Specific products of proteolytic fermentation such as hydrogen sulfide, ammonia, and p-Cresol take place in case of incompletely digested dietary proteins that have a negative effect on gut health. Similarly, several studies indicate that increased levels of protein in the colon leads to increased levels of proteinmetabolizing (putrefactive) bacteria, reduced levels of fiberfermenting (saccharolytic) bacteria, and reduced bacterial diversity as well as increased levels of putrefactive metabolites in the colon. These metabolites have been associated with inflammatory bowel diseases such as ulcerative colitis. Therefore, the consumption of dietary proteins that are difficult to digest by the reduced digestive capacity of the fragile ASD intestine results in elevated levels of peptides in the gut. These aberrant peptides have the potential to negatively affect gut barrier integrity, feed proteolytic bacteria that produce harmful byproducts, and set off an aberrant immune response, either directly or through the promotion of bacterial dysbiosis. Similarly, if a proper balance of the amino acids is not received protein synthesis will cease when the amino acid in the lowest concentration (limiting amino acid) is exhausted. This is known as the “all or none” law. So, In case of ASD children, treatment option for ASD children with gastrointestinal symptoms is to provide diet with more digestible sources instead indigestible proteins [6].
Fats and fatty acid: The long chain omega-3 fatty acid, Docosahexaenoic Acid (DHA), is a major lipid in the brain recognized as essential for normal brain function. Polyunsaturated Fatty Acids (PUFAs) are the major components of brain and retina, and are the essential fatty acids with important physiologically active functions Docosahexaenoic Acid (DHA, 22:6ω3) and Eicosapentaenoic Acid (EPA, 20:5ω3) are omega‐3 fatty acid with 22 carbons and 6 double bonds (22:6n‐3).
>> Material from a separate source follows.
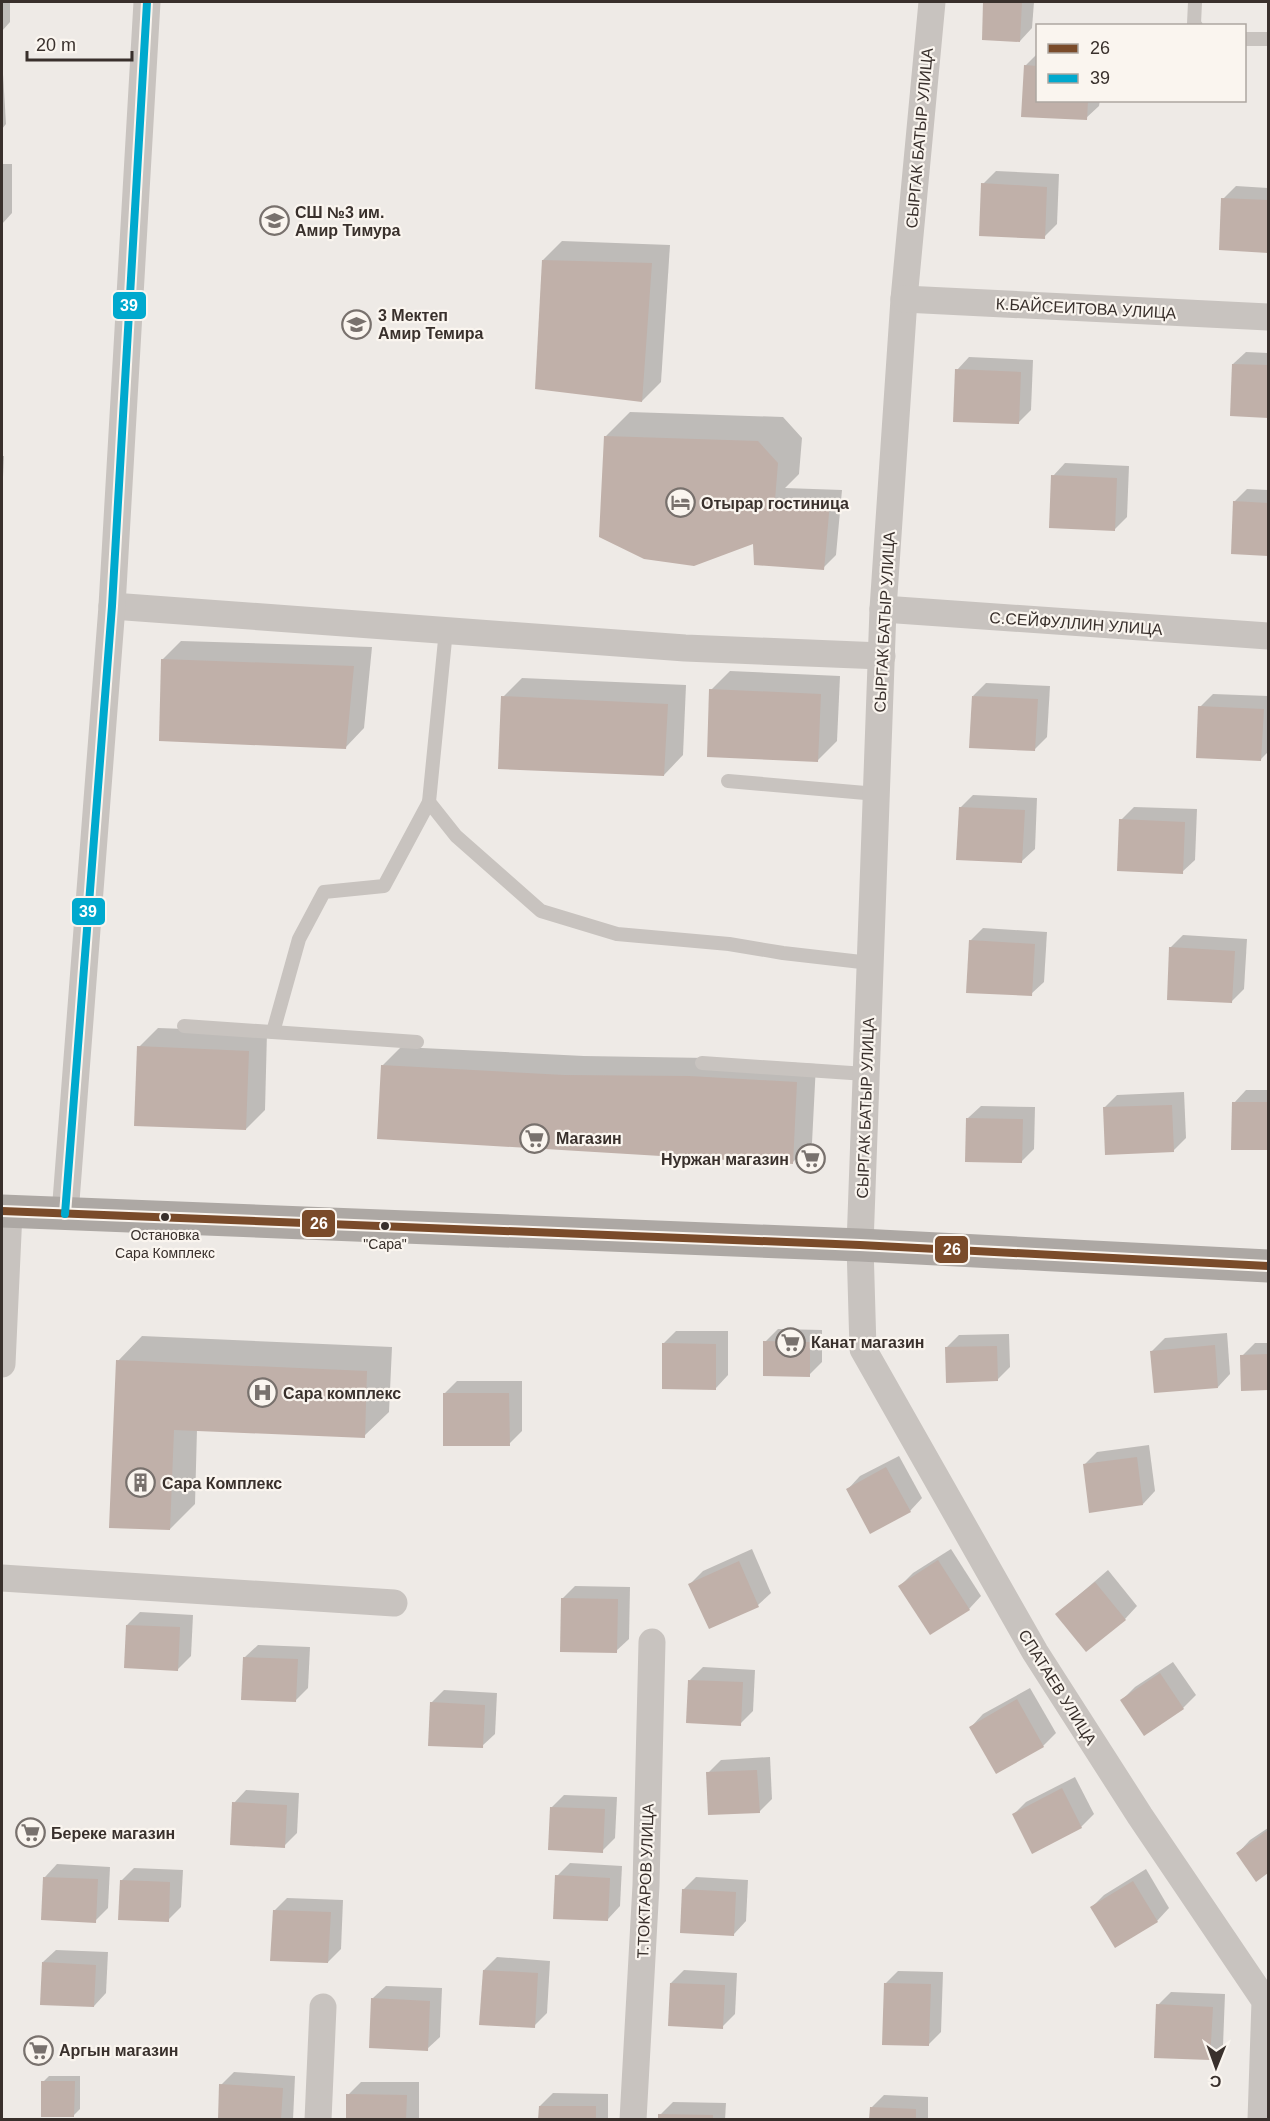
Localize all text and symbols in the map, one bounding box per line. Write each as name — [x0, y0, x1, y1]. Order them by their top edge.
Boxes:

Polyunsaturated Fatty Acids (PUFAs) in three major forms, and somehow related, developmental psychiatric disorders: Autism, attention deficit and hyperactivity disorder and psychosis.
Ooi, Weng conducted a 12-week open-label study of 1 g/day of omega-3 fatty acids in 41 children aged 7-18 years with ASD, and found significant improvements in the core symptoms and attention problems. Moreover, omega-3 fatty acids supplementation is effective for improving core and associated symptoms of ASD. Some clinical trials showed the beneficial effect of dietary ω‐3 PUFA supplementation on behavior in various neurodevelopmental disorders, including autism. However, Mankad, Dupuis conducted a randomized controlled 6-month trial of 1.5 g/day of omega-3 fatty acids or a placebo in 38 children aged 2-5 years with ASD, and found no evidence for the efficacy of omega-3 fatty acids on improving core symptoms. Similarly, PUFAs did not show evidence of effect in children and adolescents with ASD and the certainty of evidence as measured with the GRADE was low to very low, but trials with larger sample size are critically requested.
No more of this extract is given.